DJ Orange Julius The Grove

(Mall Music) Rating - 8/10
DJ Orange Julius has spent the past few years dropping mixtapes of freewheeling, humorous, and frantic footwork for the Mall Music collective. On his proper debut, The Grove, he continues to put a clever twist on the genre, toying with footwork's boundaries with an absurd sense of humor while displaying some seriously impressive production skills. Take for example lead single Still Geekin', which chops and rearranges Gucci Mane's hazy Breakfast into a humorous mantra about smoking weed, drinking lean and licking Miley Cyrus for breakfast that's bursting with hyperactive snares and big booming beats. 
 
Skkrtt takes a similar approach by spinning on a well-known and meme-worthy rap verse over equally chaotic beats. Both songs thrive on a sense of unpredictability, but when you listen closely, you can make out just how carefully arranged they really are, and both are probably the best two examples of how much of a balance he's capable of striking between humor and craftsmanship.
 
The Grove feels a little more polished than his previous mixtapes and even allows traces of pop music to creep into the mix a little more than before. Out on the Floor and Bring It Back both feel like blissed out, dizzying dance numbers, and then there's the DJ Mastercard collaboration Finally Together, where tranquil pianos, breathy vocals, and delayed breakbeats create a languid atmosphere on an album that otherwise thrives on giddy chaos. 
 
Mall Music boss DJ Paypal also shows up for a guest spot with Unforget, a typically absurd but especially impressive take on Nat King Cole's classic Unforgettable. What makes it all work is how DJ OJ allows room for accessibility and his more adventurous side to coexist in the same space, producing some truly exciting moments in the process. 
 
But as the back half of The Grove shows, he hasn't completely polished away the rougher edges of his earlier music.

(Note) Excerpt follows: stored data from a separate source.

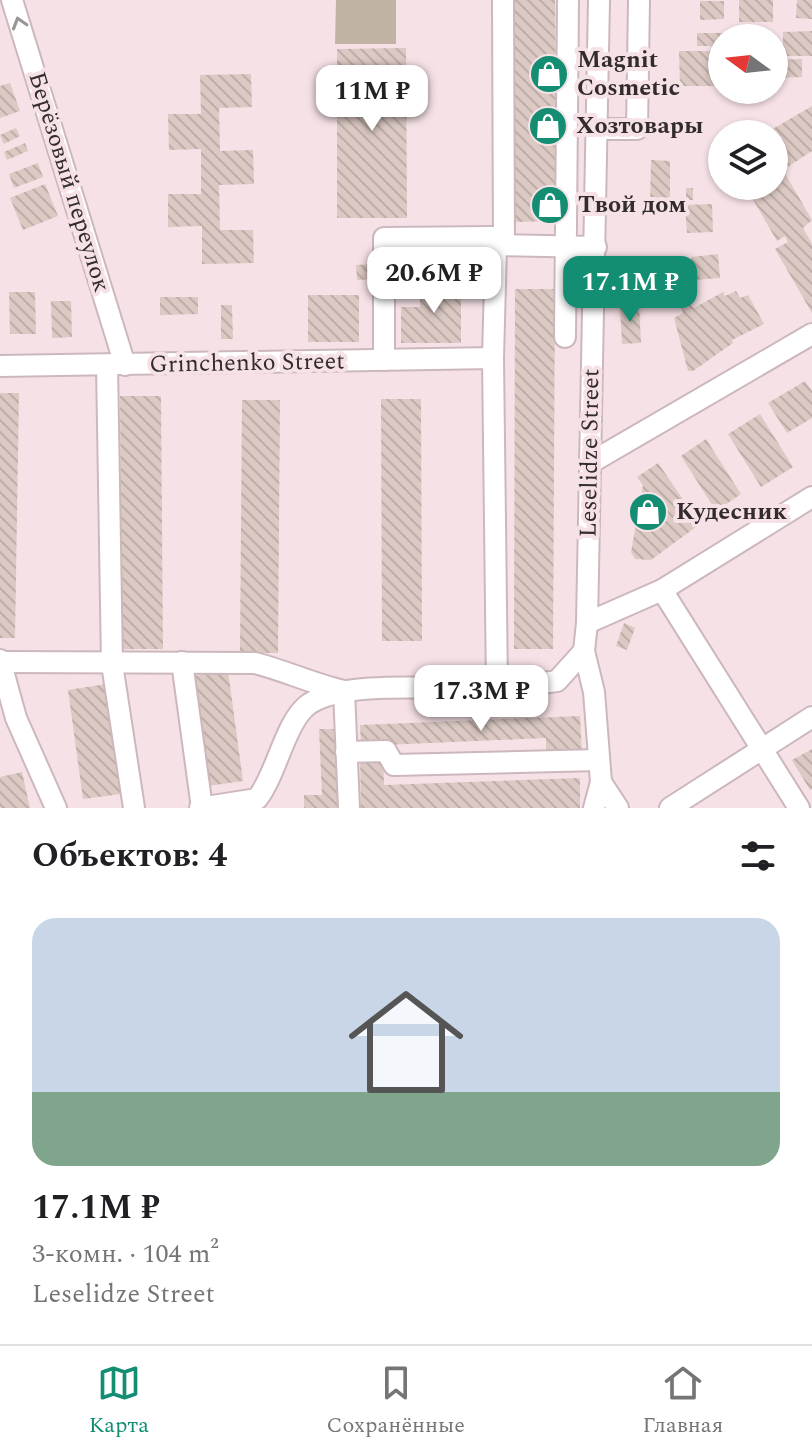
<!DOCTYPE html>
<html lang="ru">
<head>
<meta charset="utf-8">
<style>
  body { margin:0; font-family:Spectral,serif; background:#f2f2f2; color:#202124; height:100vh; display:flex; flex-direction:column; font-size:30px; white-space:nowrap }
  * { box-sizing:border-box; margin:0 }
  p { font-size:26px; color:#757577 }
  .icon { flex:none; width:44px; height:44px; fill:none; stroke:currentColor; stroke-width:2; stroke-linecap:round; stroke-linejoin:round }
  .map { position:relative; height:808px; overflow:hidden }
  .panel { display:flex; flex-direction:column; background:#fff; flex:1 }
  .panel>* { flex:none }
  .needle { width:52px; rotate:285deg }
  .tools { position:absolute; left:708px; top:24px; display:grid; gap:16px }
  .tools a { display:grid; place-items:center; width:80px; height:80px; border-radius:50%; background:#fff; box-shadow:0 2px 6px #0004; font-size:40px }
  .price { position:absolute; translate:-50% -68px; padding:0 18px; border-radius:16px; background:#fff; color:#222; font-size:26px; line-height:52px; filter:drop-shadow(0 2px 4px #0008) }
  .price::after { content:''; position:absolute; left:50%; top:48px; width:24px; height:18px; margin-left:-12px; background:inherit; clip-path:polygon(0 0,100% 0,50% 100%) }
  .price.current { background:#148e73; color:#fff }
  ul { padding:0; list-style:none }
  li { display:grid; align-content:center; gap:16px; height:424px; padding:0 32px }
  li+li { border-top:2px solid #e0e0e0 }
  li span { display:grid; place-items:center; height:248px; border-radius:24px; color:#555 }
  li>.icon { margin-inline-start:auto }
  span .icon { width:144px; height:144px; fill:#fffc; stroke-width:1 }
  li b { font-size:34px }
  h2 { display:flex; justify-content:space-between; align-items:center; height:96px; padding:0 32px; font-size:34px }
  .menu { display:flex; justify-content:space-around; align-items:center; height:112px; border-top:2px solid #e0e0e0; background:#fff; font-size:22px; color:#757577 }
  .menu a { display:grid; justify-items:center; gap:4px }
  .menu .current { color:#148e73 }
  .map>svg:first-child { display:block }
  .grass { fill:#c1b3a4 }
  .building { fill:url(#building-back-hatch) }
  .lines { fill:none; stroke-linecap:round; stroke-linejoin:round }
  .minor-casing { stroke:#ccb8bc; stroke-width:24 }
  .minor { stroke:#fff; stroke-width:20 }
  .oneway { stroke:#999696 }
  .labels { text-anchor:middle; dominant-baseline:central; stroke-width:8; stroke-linejoin:round; paint-order:stroke }
  .poi-label { font-size:24px; font-weight:bold; fill:#332c2d; stroke:#f6e2e6; text-anchor:start }
  .street-label { font-size:24px; fill:#332c2d; stroke:#f6e2e6 }
</style>
</head>
<body>
<div class="map">
<svg width="812" height="808" viewBox="0 0 812 808">
  <defs>
    <pattern id="building-back-hatch" width="6" height="6" patternUnits="userSpaceOnUse" patternTransform="scale(2)"><rect width="6" height="6" fill="#dcc9c3"/><path d="M-1 5l2 2M0 0l6 6M5-1l2 2" fill="none" stroke="#bdada8"/></pattern>
  </defs>
  <rect width="100%" height="100%" fill="#f6e2e6"/>
  <path class="grass" d="M336,0H396V44H335Z"/>
  <g class="building">
    <path d="M512,0H555L557,221L515,222Z"/>
    <rect x="739" y="0" width="34" height="22"/>
    <path d="M797,0H812V19L796,18Z"/>
    <path d="M700,1H724V19L700,20Z"/>
    <path d="M812,31V56H783V32Z"/>
    <path d="M697,33H724L722,46H697Z"/>
    <path d="M406,48L407,218H337V49Z"/>
    <path d="M679,51H717V86H680Z"/>
    <path d="M802,59V77L774,78V60Z"/>
    <path d="M251,74L252,107L219,108L220,151L253,150L254,184L219,185L220,230H253L254,263L202,264V226L168,227V194H201V149L169,150L168,114H201L200,75Z"/>
    <path d="M10,83L20,111L0,118V86Z"/>
    <path d="M812,106V151L783,170L812,220L803,228L812,244V313L775,249L788,242L785,236L777,241L748,191L756,186H774V175L783,170L774,155V134H764Z"/>
    <path d="M16,128L20,136L4,144L0,135Z"/>
    <path d="M25,143L28,151L7,160L4,152Z"/>
    <rect x="712" y="143" width="10" height="13"/>
    <path d="M651,160L670,161V204H650Z"/>
    <path d="M38,163L43,177L14,188L9,174Z"/>
    <path d="M45,184L58,216L23,230L10,198Z"/>
    <rect x="686" y="188" width="7" height="12"/>
    <path d="M712,204L713,232L687,233L685,205Z"/>
    <path d="M718,254L720,278L694,280L691,257Z"/>
    <path d="M376,264V279L357,280L356,265Z"/>
    <path d="M420,282H461V343H401V307H420Z"/>
    <path d="M515,289H555L553,649H514Z"/>
    <path d="M736,291L740,298L748,295L764,324L732,340L733,343L693,371H688L674,318L683,313L681,307L689,304L694,308L723,292L725,296Z"/>
    <path d="M9,292H35L36,334H10Z"/>
    <rect x="308" y="295" width="51" height="47"/>
    <path d="M160,297H198V314L160,315Z"/>
    <path d="M51,301H71L72,337L52,338Z"/>
    <path d="M639,304L641,343L622,344L620,305Z"/>
    <path d="M221,305H232L233,339H221Z"/>
    <path d="M805,381L812,391V418L787,433L768,403Z"/>
    <path d="M0,393H19L15,638H0Z"/>
    <path d="M120,396H161L163,649H122Z"/>
    <path d="M381,399H421L422,641H382Z"/>
    <path d="M242,400H280L278,653H240Z"/>
    <path d="M760,414L793,467L761,487L728,434Z"/>
    <path d="M706,439L741,494L716,511L681,456Z"/>
    <path d="M658,463L700,524L651,560L635,559L631,552L643,485L637,477Z"/>
    <path d="M624,623L635,628L627,650L616,646Z"/>
    <path d="M228,671L243,781L201,787L187,677Z"/>
    <path d="M106,684L121,794L83,799L68,690Z"/>
    <path d="M580,716L582,754L546,756V738L361,746L360,725Z"/>
    <path d="M319,729H336L338,808H304V795H322Z"/>
    <path d="M812,749V789L810,790L792,760Z"/>
    <path d="M383,756L384,785L580,778V808H361L360,757Z"/>
    <path d="M22,772L30,808H0V777Z"/>
  </g>
  <g class="lines">
    <defs>
      <g id="minor">
        <path d="M12,0L125,365"/>
        <path d="M503,0L504,245"/>
        <path d="M597,129H637L639,0"/>
        <path d="M565,337L568,0"/>
        <path d="M384,360V238L492,237L496,245"/>
        <path d="M107,365L112,664L134,808"/>
        <path d="M0,366L493,358"/>
        <path d="M590,463L812,334"/>
        <path d="M662,590L799,808"/>
        <path d="M587,623L662,590L812,497"/>
        <path d="M0,660L16,718L56,808"/>
        <path d="M3,662L255,663C286,671 313,684 344,691L349,808"/>
        <path d="M182,662L202,808"/>
        <path d="M497,688L493,358L496,245L596,247"/>
        <path d="M346,752L386,751L394,765L599,760"/>
        <path d="M601,782L618,808"/>
        <path d="M200,808L257,799C277,774 285,721 309,704C348,678 448,691 497,688C517,687 537,684 557,681L584,651"/>
        <path d="M594,808L601,782L594,692L584,651L587,623L599,0"/>
        <path d="M670,808L812,717"/>
      </g>
    </defs>
    <use href="#minor" class="minor-casing"/>
    <use href="#minor" class="minor"/>
  </g>
  <defs><path id="oneway-chevron" d="M-2-3.5L2.5 0L-2 3.5" fill="none" stroke-width="1.6" stroke-linecap="round" stroke-linejoin="round" transform="scale(2)"/></defs>
  <use class="oneway" href="#oneway-chevron" transform="translate(19 23) rotate(-107)"/>
  <defs>
    <symbol id="shop-disc" viewBox="-11 -11 22 22"><circle r="9.5" fill="#148e73" stroke="#f6e2e6"/><path d="M-5-2.5h2.3a2.7 3.5 0 0 1 5.4 0H5L5.5 6h-11ZM-1.5-2.5h3a1.5 2.3 0 0 0-3 0Z" fill="#fff"/></symbol>
  </defs>
  <g fill-rule="evenodd">
    <use href="#shop-disc" x="527" y="52" width="44" height="44"/>
    <use href="#shop-disc" x="526" y="104" width="44" height="44"/>
    <use href="#shop-disc" x="528" y="183" width="44" height="44"/>
    <use href="#shop-disc" x="626" y="490" width="44" height="44"/>
  </g>
  <g class="labels">
    <g class="poi-label">
      <text x="577" y="60">Magnit<tspan x="577" dy="28">Cosmetic</tspan></text>
      <text x="576" y="126">Хозтовары</text>
      <text x="578" y="205">Твой дом</text>
      <text x="676" y="512">Кудесник</text>
    </g>
    <g class="street-label">
      <text transform="translate(69 182) rotate(73)">Берёзовый переулок</text>
      <text transform="translate(247 363) rotate(-1)">Grinchenko Street</text>
      <text transform="translate(590 453) rotate(-89)">Leselidze Street</text>
    </g>
  </g>
</svg>
<div class="tools">
<a><svg class="needle" viewBox="-14 -14 28 28"><path d="M0-13l5 13h-10z" fill="#e53935"/><path d="M0 13l5-13h-10z" fill="#757577"/></svg></a>
<a><svg class="icon" aria-label="layers" viewBox="0 0 24 24"><path d="M12 4l9 5-9 5-9-5zM3 14l9 5 9-5"/></svg></a>
</div>
<b class="price" style="left:372px;top:133px">11M ₽</b>
<b class="price" style="left:434px;top:315px">20.6M ₽</b>
<b class="price current" style="left:630px;top:324px">17.1M ₽</b>
<b class="price" style="left:481px;top:733px">17.3M ₽</b>
</div>
<section class="panel">
<h2>Объектов: 4<svg class="icon" aria-label="filters" viewBox="0 0 24 24"><path d="M4 7h16M4 17h16"/><circle cx="9" cy="7" r="2"/><circle cx="15" cy="17" r="2"/></svg></h2>
<ul>
<li><span style="background:linear-gradient(#c9d6e8 70%,#7fa58c 0)"><svg class="icon" aria-label="home" viewBox="0 0 24 24"><path d="M3 11l9-7 9 7M6 9v11h12V9"/></svg></span><div><b>17.1M ₽</b><p>3-комн. · 104 m²</p><p>Leselidze Street</p></div></li>
</ul>
</section>
<nav class="menu">
<a class="current"><svg class="icon" aria-label="map" viewBox="0 0 24 24"><path d="M3 6l6-2 6 2 6-2v14l-6 2-6-2-6 2zM9 4v14M15 6v14"/></svg>Карта</a>
<a><svg class="icon" aria-label="saved" viewBox="0 0 24 24"><path d="M7 4h10v16l-5-4-5 4z"/></svg>Сохранённые</a>
<a><svg class="icon" aria-label="home" viewBox="0 0 24 24"><path d="M3 11l9-7 9 7M6 9v11h12V9"/></svg>Главная</a>
</nav>
</body>
</html>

Songs like Muthafuk'n G prove he's still plenty capable of turning out the kind of hard hitting cuts that nevertheless feel suited for crowded clubs, or in the case of Magic Shid, with its looped sirens and tense sparse beats: full scale riots. Regardless of how "serious" he tries to come off, though, DJ Orange Julius isn't someone capable of keeping a straight face, and it's that smirking humor along with a playful spirit and ear for detail that helps make The Grove a fun and invigorating listen.